Build Network Graphs in Tableau
Visualize Relationships, Connections and Associations in Networks with Tableau Software
Clearly and Simply proudly presents a new guest article: Michael Martin ofBusiness Information Arts, Tableau Partner, Tableau Certified Consultant and leader of the Toronto Tableau User Group shows us how to visualize Network Graphs using Tableau Software. Enjoy.
Network Graphs can help us see and measure relationships and connections between people, places, and things over time. This can be expressed as identifying, measuring and understanding process flows, the mix of products in shopping carts, social network and email traffic, affinities and interests people share (or don’t share), and the “hierarchies of influence” in business and / or social systems by identifying who or what triggers events, and the impacts they have on others.
Today’s post describes how you can build Network Graphs using Tableau Softwareversions 6 or 7, including a detailed how-to tutorial and some information on the background of Network Theory.

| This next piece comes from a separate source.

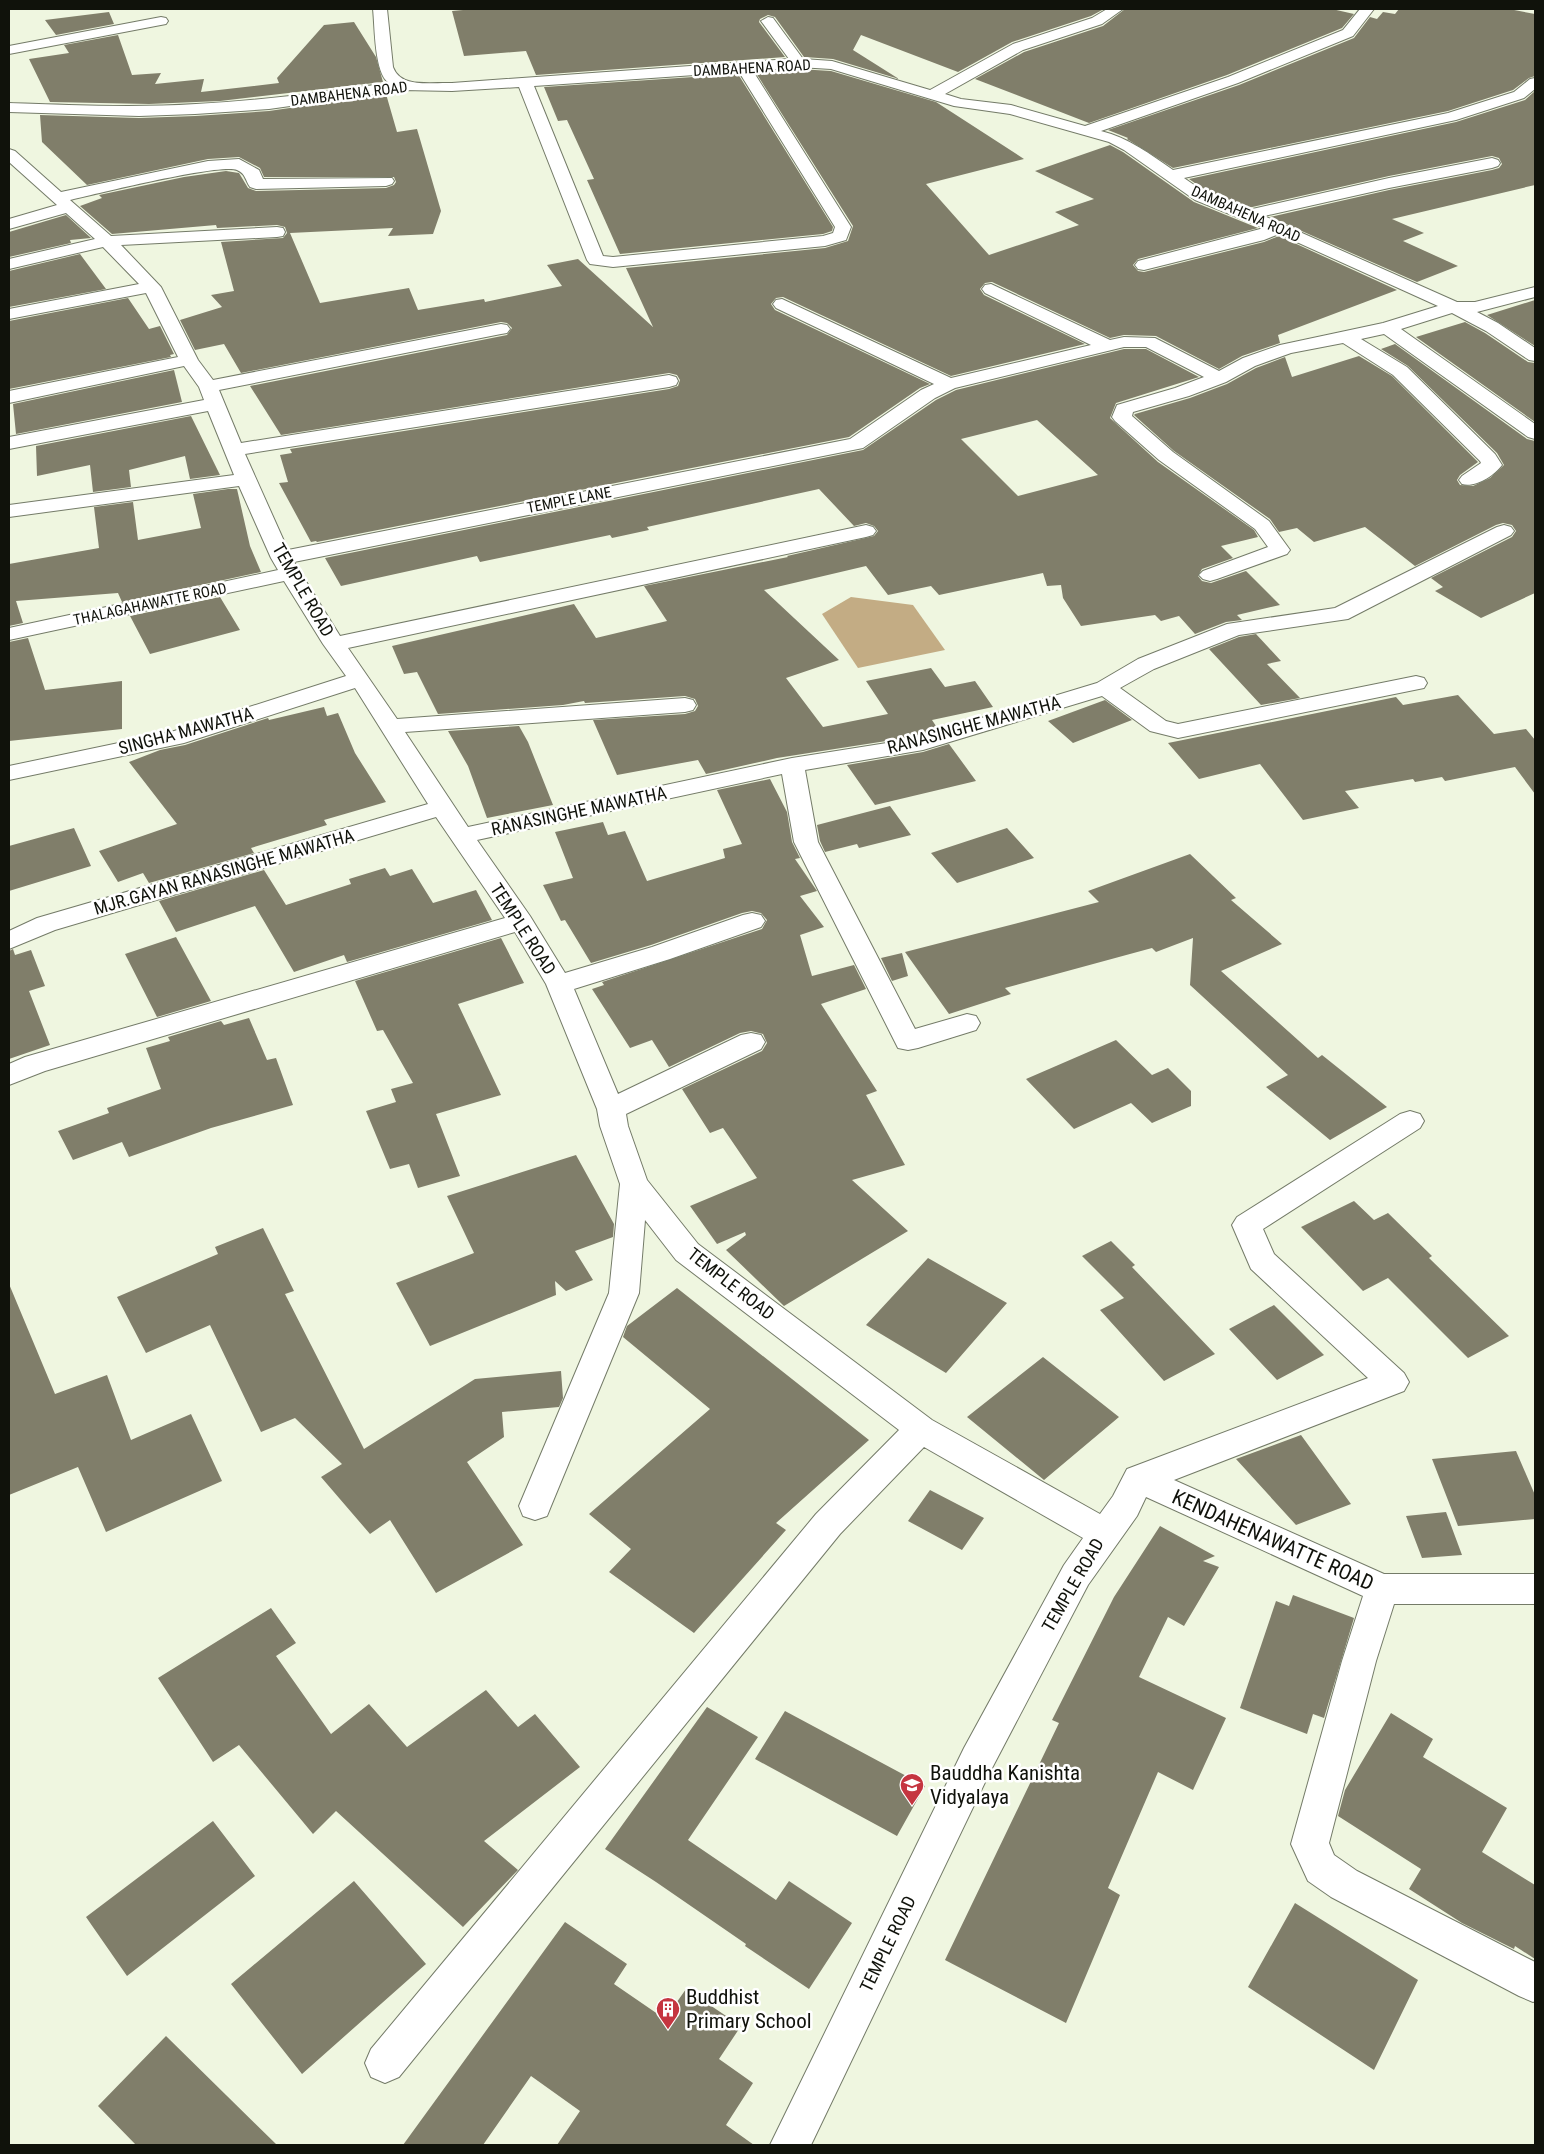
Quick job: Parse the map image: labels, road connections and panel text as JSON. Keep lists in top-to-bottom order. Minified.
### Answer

What is a Network Graph? A Picture says more than 1,000 words
What are Network Graphs for? Here are just a few practical examples:
Contacts Between Philanthropic Twitter Users
The Organization of Hierarchical Communities
The Path to Products People Buy
Last, but not least a Network Graph built in Tableau:
Association of Food Groups, Brands and Flavors
Tableau’s Out of the Box Network Graphs
Tableau Desktop is one of my favorite data analysis and reporting tools. Other excellent products such as Visokio Omniscope support network graphs as one of a wide number of supported view types. But what I have always found so impressive about how Tableau is engineered is how various “loosely coupled” features can be re-assembled to create new ones. Examples of this include double axis graphs, bullet charts, and the support for bubble graphs and tree maps in the upcoming Tableau 8 release (Q1 of 2013). Tableau is a fabulous “Swiss Army Knife” for visualizing data.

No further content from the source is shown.